Inmitten der vielen Gründerzeitbauten bleibt nicht jede alte Bausubstanz vor dem Abriss verschont. Das ursprünglich 1907 errichtete und nach Kriegsschäden 1955 neu aufgebaute Gebäude für das Schillergymnasium (Lindemannstr. 6-8), das später von der Pädagogischen Hochschule Ruhr und dann von der TU Dortmund genutzt wurde, stand jahrelang leer. Von 2013 bis 2015 wurde es durch ein modernes Wohnhaus ersetzt.

Die Lindemannstraße ist neben der Hohen Straße eine der beiden Nord-Süd-Achsen des Kreuzviertels. Es entstand zwischen 1900 und 1914. Der Beamten-Wohnungsverein prägte mit seinen Bauaktivitäten maßgeblich das Erscheinungsbild des vom Bombenkrieg einigermaßen verschonten Quartiers. Auf die in den ersten Jahrzehnten gutbürgerlichen Mieter folgten in den 1970er-Jahren vor allem junge Akademiker und Studenten, die das günstige Wohnen in den noch nicht gründlich sanierten Altbauten und die Kneipenkultur schätzten. Gut 20 Jahre später wandelte sich das Bild abermals. Viel Mietfläche wurde in Eigentumswohnungen umgewandelt, was die Rückkehr einer arrivierten Bevölkerungsschicht begünstigte. Dennoch zeigt sich bei jeder Wahl, dass das politische Herz des Kreuzviertels nach wie vor links schlägt.

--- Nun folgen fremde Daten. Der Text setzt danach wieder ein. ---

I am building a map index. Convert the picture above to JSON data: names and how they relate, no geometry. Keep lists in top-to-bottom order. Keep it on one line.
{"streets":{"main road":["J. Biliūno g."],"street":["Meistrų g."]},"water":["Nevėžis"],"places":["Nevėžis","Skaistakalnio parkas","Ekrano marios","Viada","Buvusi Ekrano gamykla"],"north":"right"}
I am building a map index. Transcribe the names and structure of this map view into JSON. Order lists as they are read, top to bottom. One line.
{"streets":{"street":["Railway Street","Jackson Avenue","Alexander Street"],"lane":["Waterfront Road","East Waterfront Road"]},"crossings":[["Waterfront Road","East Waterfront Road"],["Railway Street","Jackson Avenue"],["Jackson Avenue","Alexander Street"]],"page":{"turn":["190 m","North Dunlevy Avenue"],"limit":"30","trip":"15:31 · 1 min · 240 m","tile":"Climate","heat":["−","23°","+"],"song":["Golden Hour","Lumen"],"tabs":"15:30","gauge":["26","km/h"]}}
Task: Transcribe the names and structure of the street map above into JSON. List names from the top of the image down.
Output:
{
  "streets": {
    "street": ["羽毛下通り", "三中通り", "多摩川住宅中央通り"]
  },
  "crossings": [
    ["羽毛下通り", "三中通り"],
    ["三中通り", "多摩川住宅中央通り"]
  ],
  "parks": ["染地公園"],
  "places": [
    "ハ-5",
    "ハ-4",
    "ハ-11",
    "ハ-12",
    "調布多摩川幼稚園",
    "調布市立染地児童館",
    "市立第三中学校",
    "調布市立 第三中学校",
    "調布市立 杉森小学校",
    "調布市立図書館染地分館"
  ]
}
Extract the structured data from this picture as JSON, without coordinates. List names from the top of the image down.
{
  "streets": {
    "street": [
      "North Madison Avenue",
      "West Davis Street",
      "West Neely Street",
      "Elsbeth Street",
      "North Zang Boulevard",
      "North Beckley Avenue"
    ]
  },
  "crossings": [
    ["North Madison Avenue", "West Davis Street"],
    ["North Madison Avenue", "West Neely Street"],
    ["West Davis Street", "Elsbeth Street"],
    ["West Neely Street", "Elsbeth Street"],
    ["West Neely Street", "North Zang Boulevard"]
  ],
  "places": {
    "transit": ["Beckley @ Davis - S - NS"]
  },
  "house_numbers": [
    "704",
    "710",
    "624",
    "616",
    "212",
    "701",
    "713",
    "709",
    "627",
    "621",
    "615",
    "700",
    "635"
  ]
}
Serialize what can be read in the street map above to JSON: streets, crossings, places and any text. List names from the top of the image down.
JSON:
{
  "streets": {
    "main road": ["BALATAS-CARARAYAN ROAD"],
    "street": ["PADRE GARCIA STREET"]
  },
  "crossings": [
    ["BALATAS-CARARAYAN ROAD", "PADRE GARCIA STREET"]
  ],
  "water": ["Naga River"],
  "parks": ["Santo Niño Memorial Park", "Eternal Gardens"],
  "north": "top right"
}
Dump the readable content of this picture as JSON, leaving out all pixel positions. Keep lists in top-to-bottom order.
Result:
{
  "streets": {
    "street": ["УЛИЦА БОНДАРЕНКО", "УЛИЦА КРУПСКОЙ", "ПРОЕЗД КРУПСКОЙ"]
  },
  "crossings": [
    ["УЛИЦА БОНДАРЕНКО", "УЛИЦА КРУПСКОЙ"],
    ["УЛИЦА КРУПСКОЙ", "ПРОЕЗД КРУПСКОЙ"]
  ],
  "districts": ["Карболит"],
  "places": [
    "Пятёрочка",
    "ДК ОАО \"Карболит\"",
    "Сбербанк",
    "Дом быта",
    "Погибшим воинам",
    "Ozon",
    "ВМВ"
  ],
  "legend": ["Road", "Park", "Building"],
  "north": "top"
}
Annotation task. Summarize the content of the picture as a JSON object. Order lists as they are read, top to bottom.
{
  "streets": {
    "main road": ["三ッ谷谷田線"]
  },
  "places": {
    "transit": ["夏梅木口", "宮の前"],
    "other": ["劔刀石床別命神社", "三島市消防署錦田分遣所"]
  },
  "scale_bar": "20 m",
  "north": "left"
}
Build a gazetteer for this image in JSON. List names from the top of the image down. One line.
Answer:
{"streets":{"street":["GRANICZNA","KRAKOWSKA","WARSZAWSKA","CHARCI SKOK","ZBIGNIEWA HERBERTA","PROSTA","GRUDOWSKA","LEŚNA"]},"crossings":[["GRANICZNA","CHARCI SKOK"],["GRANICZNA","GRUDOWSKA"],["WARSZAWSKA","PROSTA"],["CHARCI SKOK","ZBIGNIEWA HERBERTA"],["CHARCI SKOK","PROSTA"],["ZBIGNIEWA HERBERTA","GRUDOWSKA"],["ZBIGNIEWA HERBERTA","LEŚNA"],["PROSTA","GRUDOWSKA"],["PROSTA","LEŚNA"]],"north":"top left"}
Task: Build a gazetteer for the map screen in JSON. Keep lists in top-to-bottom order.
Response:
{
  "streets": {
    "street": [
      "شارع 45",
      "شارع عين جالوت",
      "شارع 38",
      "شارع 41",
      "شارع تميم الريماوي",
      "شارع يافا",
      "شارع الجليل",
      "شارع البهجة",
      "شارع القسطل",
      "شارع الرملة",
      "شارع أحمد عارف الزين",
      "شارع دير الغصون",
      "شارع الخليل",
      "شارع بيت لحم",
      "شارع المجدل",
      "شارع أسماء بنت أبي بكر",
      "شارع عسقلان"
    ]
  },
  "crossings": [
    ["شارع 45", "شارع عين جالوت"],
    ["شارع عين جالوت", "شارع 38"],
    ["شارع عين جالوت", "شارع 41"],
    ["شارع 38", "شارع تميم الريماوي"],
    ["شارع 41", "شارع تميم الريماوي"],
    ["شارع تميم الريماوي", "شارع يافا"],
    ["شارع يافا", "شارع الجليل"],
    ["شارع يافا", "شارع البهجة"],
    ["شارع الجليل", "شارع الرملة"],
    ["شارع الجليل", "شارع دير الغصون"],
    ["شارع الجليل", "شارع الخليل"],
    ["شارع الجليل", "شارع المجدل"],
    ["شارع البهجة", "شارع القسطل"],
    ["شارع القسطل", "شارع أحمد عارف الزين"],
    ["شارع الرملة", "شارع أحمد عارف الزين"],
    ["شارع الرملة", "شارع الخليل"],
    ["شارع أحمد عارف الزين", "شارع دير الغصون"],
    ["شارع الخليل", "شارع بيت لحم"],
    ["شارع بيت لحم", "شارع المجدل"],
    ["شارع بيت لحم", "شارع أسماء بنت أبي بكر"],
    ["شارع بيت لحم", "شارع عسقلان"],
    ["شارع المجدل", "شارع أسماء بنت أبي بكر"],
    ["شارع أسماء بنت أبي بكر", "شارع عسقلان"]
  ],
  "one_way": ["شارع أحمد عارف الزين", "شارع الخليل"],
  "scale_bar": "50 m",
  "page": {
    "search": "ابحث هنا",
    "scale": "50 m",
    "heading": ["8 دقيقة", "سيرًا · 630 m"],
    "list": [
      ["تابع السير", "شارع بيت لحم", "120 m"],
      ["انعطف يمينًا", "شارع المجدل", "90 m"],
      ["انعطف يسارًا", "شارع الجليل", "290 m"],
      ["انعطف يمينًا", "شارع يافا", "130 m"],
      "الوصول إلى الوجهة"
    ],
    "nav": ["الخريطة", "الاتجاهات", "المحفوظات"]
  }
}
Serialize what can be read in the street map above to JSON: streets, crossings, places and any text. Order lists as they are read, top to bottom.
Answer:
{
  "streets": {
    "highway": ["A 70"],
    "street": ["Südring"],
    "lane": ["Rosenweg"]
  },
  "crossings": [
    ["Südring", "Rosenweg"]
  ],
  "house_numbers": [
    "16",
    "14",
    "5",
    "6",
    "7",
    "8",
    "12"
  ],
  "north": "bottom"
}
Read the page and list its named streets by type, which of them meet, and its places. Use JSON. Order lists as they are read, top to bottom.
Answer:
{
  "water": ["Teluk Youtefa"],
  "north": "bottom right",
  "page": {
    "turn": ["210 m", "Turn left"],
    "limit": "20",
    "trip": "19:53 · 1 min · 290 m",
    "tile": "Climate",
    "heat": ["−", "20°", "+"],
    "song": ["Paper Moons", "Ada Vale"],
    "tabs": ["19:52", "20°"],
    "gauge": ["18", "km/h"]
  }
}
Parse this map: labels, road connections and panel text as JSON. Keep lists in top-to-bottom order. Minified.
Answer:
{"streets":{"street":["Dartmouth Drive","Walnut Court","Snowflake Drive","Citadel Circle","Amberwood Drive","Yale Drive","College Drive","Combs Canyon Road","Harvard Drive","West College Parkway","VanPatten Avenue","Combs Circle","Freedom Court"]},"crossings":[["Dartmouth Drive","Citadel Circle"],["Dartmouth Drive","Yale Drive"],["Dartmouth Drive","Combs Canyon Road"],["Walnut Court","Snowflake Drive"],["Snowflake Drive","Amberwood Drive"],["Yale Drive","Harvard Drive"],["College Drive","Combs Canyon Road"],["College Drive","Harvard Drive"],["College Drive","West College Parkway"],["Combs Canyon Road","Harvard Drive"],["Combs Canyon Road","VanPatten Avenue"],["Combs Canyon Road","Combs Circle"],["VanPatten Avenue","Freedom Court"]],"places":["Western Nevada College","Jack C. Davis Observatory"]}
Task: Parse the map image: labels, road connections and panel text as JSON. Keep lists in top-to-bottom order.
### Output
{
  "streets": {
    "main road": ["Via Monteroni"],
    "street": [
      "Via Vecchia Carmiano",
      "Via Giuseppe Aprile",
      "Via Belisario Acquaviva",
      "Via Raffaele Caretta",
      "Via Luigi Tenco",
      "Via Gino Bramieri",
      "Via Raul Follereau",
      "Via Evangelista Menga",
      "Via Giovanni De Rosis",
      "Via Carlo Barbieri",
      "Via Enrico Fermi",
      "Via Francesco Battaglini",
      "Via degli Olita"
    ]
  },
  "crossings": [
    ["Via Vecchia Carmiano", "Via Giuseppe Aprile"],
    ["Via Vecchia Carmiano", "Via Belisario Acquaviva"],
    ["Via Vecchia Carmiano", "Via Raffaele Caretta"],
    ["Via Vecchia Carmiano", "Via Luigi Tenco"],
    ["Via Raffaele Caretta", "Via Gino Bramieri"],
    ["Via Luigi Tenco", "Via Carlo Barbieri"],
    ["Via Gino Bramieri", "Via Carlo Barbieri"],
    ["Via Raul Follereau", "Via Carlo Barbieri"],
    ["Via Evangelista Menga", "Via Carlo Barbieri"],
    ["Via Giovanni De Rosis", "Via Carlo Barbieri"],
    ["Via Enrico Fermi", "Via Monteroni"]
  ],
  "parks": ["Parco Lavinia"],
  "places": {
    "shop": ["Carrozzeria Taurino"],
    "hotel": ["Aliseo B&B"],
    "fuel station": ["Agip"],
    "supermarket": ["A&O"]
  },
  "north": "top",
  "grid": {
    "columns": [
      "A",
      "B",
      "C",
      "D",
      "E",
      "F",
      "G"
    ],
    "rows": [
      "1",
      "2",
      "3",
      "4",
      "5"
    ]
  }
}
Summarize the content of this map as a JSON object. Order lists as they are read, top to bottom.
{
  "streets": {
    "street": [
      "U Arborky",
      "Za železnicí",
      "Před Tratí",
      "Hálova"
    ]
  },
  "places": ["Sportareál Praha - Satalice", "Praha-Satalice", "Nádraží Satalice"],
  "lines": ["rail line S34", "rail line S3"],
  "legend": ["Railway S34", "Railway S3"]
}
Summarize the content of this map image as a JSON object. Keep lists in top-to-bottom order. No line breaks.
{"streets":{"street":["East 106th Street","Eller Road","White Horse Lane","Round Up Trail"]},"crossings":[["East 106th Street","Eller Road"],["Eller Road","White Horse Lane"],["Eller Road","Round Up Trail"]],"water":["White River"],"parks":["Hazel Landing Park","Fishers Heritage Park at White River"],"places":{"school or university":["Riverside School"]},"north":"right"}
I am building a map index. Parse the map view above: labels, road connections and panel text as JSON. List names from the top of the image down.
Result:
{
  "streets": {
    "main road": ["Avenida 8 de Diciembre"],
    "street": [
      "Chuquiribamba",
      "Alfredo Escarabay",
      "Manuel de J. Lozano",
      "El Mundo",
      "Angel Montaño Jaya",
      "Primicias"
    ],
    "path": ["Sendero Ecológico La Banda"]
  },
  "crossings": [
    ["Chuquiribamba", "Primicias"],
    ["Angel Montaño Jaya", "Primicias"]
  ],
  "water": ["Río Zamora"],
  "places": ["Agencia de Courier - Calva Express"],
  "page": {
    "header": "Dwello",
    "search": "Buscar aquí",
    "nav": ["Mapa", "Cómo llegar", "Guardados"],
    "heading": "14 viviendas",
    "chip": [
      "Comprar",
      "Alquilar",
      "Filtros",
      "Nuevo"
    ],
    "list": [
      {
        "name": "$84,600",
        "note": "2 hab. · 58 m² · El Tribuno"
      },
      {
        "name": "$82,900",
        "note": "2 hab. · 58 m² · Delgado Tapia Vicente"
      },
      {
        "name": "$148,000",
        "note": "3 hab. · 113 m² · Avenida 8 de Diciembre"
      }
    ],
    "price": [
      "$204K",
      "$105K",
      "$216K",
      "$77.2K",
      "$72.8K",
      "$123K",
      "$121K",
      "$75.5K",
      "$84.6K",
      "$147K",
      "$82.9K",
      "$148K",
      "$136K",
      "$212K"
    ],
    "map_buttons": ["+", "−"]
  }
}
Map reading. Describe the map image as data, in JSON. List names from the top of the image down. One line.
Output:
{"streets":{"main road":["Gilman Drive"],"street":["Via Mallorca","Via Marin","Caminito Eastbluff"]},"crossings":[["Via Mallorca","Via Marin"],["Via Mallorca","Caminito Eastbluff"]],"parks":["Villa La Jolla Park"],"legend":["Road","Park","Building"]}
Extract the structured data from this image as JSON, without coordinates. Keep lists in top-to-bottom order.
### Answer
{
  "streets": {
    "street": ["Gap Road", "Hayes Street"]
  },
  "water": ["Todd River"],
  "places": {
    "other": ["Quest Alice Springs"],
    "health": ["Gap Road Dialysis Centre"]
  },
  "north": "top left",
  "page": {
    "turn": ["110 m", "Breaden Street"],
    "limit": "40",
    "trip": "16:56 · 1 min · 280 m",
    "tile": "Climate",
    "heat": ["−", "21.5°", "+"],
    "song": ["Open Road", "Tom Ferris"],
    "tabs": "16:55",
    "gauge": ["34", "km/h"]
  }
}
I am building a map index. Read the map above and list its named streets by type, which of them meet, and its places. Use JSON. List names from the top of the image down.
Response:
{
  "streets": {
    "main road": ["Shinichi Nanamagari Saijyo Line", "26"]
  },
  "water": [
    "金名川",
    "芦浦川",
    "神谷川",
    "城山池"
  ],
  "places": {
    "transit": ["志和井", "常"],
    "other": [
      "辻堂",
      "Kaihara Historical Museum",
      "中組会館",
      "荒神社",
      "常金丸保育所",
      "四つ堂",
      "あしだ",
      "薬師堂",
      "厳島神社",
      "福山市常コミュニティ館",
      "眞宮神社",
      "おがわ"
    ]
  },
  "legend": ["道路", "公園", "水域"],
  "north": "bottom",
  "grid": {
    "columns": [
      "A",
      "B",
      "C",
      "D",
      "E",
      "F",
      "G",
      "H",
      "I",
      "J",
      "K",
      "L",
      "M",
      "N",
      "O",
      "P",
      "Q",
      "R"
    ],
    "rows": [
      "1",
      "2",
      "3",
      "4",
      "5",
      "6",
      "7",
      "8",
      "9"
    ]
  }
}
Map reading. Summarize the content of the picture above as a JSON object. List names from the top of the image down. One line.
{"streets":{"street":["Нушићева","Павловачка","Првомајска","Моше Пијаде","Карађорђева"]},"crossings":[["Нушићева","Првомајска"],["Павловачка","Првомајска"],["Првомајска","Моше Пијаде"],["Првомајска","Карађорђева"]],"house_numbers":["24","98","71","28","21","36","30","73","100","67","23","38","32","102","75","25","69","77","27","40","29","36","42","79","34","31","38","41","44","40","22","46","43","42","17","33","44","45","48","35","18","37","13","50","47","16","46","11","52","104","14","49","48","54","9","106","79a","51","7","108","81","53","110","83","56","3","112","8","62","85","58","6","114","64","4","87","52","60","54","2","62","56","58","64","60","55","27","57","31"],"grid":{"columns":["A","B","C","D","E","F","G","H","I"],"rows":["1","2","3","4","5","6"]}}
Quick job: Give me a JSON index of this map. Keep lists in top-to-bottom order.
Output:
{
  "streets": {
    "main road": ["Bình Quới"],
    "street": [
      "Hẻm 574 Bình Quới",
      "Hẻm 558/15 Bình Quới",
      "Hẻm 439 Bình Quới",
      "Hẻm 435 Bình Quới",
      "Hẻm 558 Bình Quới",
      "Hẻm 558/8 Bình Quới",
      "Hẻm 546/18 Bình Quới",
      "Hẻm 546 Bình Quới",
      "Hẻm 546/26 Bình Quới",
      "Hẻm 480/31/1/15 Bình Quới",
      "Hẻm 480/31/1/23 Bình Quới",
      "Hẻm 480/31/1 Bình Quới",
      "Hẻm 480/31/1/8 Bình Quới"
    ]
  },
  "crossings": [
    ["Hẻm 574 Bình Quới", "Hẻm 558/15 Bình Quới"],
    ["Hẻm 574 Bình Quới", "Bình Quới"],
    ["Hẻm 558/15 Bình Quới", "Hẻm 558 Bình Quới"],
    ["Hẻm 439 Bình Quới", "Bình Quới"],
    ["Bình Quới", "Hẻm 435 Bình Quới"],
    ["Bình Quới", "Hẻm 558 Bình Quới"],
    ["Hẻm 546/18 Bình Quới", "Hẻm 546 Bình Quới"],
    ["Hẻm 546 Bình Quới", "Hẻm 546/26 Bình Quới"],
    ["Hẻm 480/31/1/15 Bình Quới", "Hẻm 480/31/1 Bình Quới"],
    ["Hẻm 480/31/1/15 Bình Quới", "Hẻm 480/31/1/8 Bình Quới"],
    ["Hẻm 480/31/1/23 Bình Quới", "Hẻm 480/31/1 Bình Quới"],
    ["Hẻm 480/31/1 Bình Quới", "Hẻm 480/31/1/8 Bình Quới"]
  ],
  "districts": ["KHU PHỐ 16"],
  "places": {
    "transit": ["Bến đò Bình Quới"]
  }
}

[05] Lindemannstraße/Ecke Neuer Graben
Mai 2007  © Tramtracks
[06] Lindemannstraße zwischen Essener Straße und Kreuzstraße
Mai 2007  © Tramtracks

Die Perspektive täuscht nicht: Die Lindemannstraße weist ein gewisses Gefälle auf. Dies spielte bei einem spektakulären Unfall am 11. Oktober 1993 eine wesentliche Rolle: An der Endstation vor dem WDR-Funkhaus in Höhe Nicolaikirche machte sich ein GT8 der Linie 404 selbstständig, als die Fahrerin ausstieg, um mal eben die Toilette aufzusuchen. Sie bemerkte zwar noch, wie sich der Wagen eigenmächtig in Bewegung setzte, konnte ihn aber nicht mehr stoppen. Und so nahm der Achtachser auf der leicht abschüssigen Piste an Fahrt auf, um vor der Kreuzung Neuer Graben mit rund 50 Stundenkilometern einen an der Ampel wartenden BMW auf die Hörner zu nehmen. Dessen Fahrerin wurde zum Glück nur leicht verletzt. Doch die Geisterfahrt war noch nicht zu Ende: Den Pkw schob die Bahn zur Seite und fuhr auf die Möllerbrücke zu. Dort ging es aber wieder bergauf, so dass der Wagen abgebremst wurde, wieder zurückrollte und erneut an Tempo gewann. Da stellte sich ein Lkw-Fahrer mit seinem Gefährt beherzt der Bahn in den Weg und brachte sie schließlich zum Stehen. Der Achtachser mit der Nummer 8 wurde bei dem Unfall stark beschädigt und anschließend verschrottet.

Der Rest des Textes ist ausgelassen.